St. Oswald. „Wir setzen unsere Tradition außerordentlicher Lichtbildausstellungen fort“, so Museumsleiter Christian Binder am Donnerstagabend bei der Vernissage zur Fotoschau von Martin Waldbauer unter dem Titel Hoamad/Heimat. Bis November werden in der Nationalpark-Einrichtung 52 besondere Schwarzweißmomente präsentiert.

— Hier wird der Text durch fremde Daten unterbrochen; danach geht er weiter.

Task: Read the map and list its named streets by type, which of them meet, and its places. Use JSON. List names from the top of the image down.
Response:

„Der Künstler zeigt uns die ganze Zeitspanne der Existenz“, sagte Martin Ortmeier, Leiter des Freilichtmuseums Finsterau, in seiner Laudatio. Viele Charakterköpfe werden „voller Würde“ dargestellt. „Man sieht Kälte, Dunkelheit, Einsamkeit – aber auch selbstbewusste Menschen, die in ihrer Arbeit aufgehen.“ Der Künstler ist darauf bedacht, die unverfälschte Wirklichkeit in Szene zu setzen – ganz handwerklich mit analoger Fotografie. Die Negative entwickelt Waldbauer selbst in der Dunkelkammer. Die so entstehenden Handabzüge auf Barytpapier sind wahre Unikate.

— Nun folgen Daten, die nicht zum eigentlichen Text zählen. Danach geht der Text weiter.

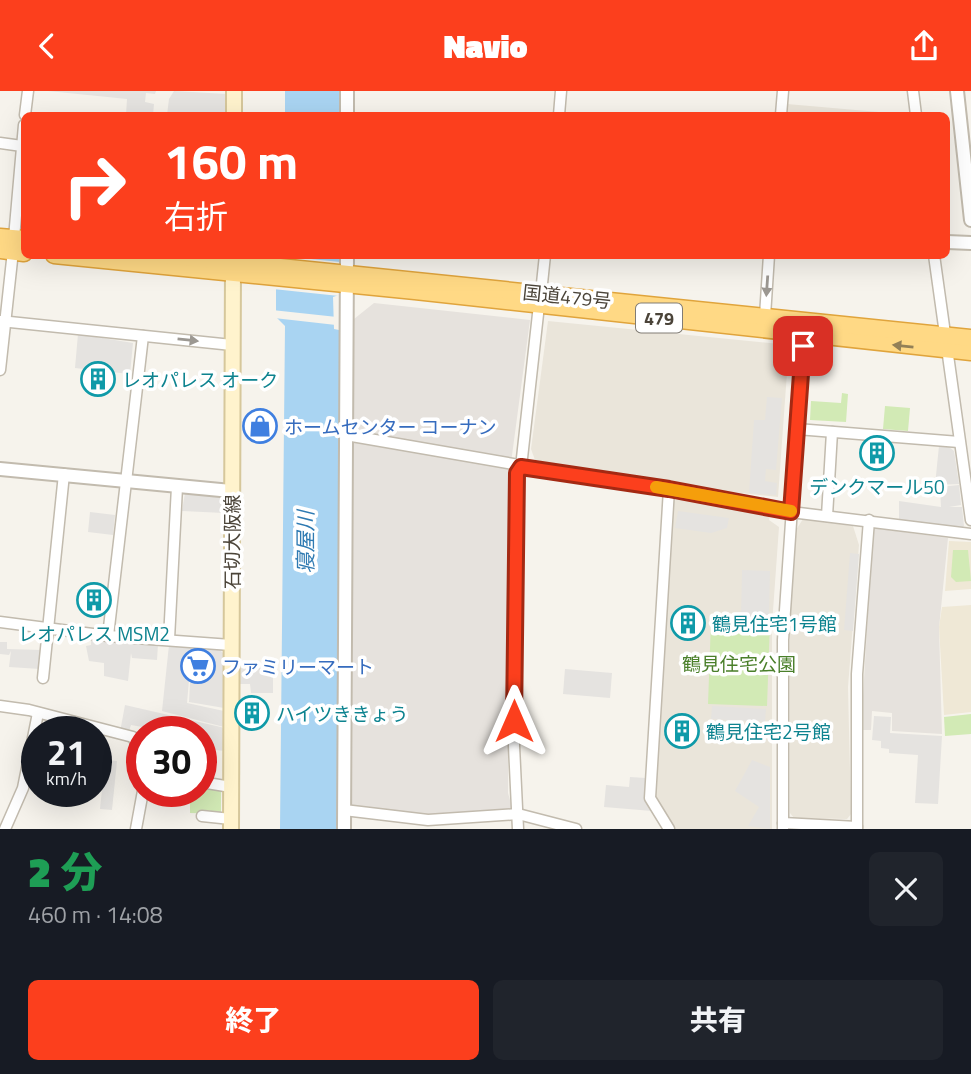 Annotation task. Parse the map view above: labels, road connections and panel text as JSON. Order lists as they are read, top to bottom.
{
  "streets": {
    "highway": ["国道479号", "479"],
    "main road": ["石切大阪線"]
  },
  "crossings": [
    ["国道479号", "479"],
    ["国道479号", "石切大阪線"],
    ["479", "石切大阪線"]
  ],
  "water": ["寝屋川"],
  "parks": ["鶴見住宅公園"],
  "places": {
    "building": [
      "レオパレス オーク",
      "デンクマール50",
      "レオパレス MSM2",
      "鶴見住宅1号館",
      "ハイツききょう",
      "鶴見住宅2号館"
    ],
    "shop": ["ホームセンター コーナン"],
    "supermarket": ["ファミリーマート"]
  },
  "page": {
    "header": "Navio",
    "turn": ["160 m", "右折"],
    "speed": "21 km/h",
    "limit": "30",
    "heading": ["2 分", "460 m · 14:08"],
    "buttons": ["終了", "共有"]
  }
} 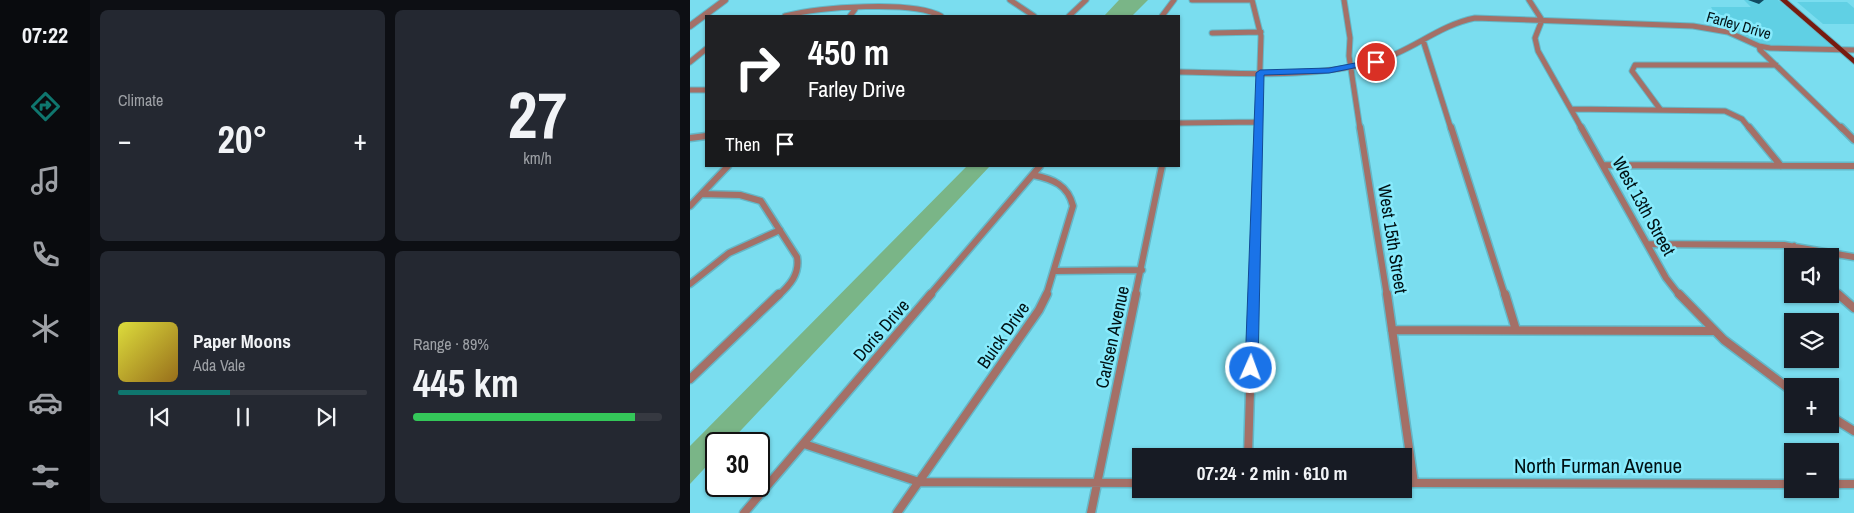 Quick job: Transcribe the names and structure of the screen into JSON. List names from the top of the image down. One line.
{"streets":{"street":["Farley Drive","West 13th Street","West 15th Street","Doris Drive","Buick Drive","Carlsen Avenue","North Furman Avenue"]},"crossings":[["Farley Drive","West 13th Street"],["Farley Drive","West 15th Street"],["Doris Drive","Buick Drive"]],"page":{"tabs":"07:22","tile":["Climate",["27","km/h"],["Range · 89%","445 km"]],"turn":["450 m","Farley Drive"],"heat":["−","20°","+"],"then":"Then","map_buttons":["+","−"],"song":["Paper Moons","Ada Vale"],"limit":"30","trip":"07:24 · 2 min · 610 m"}} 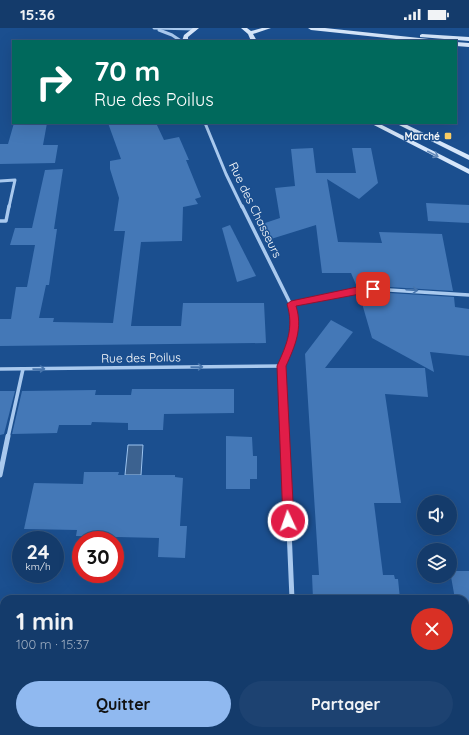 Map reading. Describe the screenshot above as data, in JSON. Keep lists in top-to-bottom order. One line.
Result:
{"streets":{"street":["Rue des Chasseurs","Rue des Poilus"]},"crossings":[["Rue des Chasseurs","Rue des Poilus"]],"one_way":["Rue des Poilus"],"places":{"transit":["Marché"]},"page":{"status":"15:36","turn":["70 m","Rue des Poilus"],"speed":"24 km/h","limit":"30","heading":["1 min","100 m · 15:37"],"buttons":["Quitter","Partager"]}}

Freuten sich über regen Zuspruch bei der Vernissage zur neuen Ausstellung im Waldgeschichtlichen Museum: Künstler Martin Waldbauer (von links), Laudator Martin Ortmeier und Museumsleiter Christian Binder.Freuten sich über regen Zuspruch bei der Vernissage zur neuen Ausstellung im Waldgeschichtlichen Museum: Künstler Martin Waldbauer (von links), Laudator Martin Ortmeier und Museumsleiter Christian Binder.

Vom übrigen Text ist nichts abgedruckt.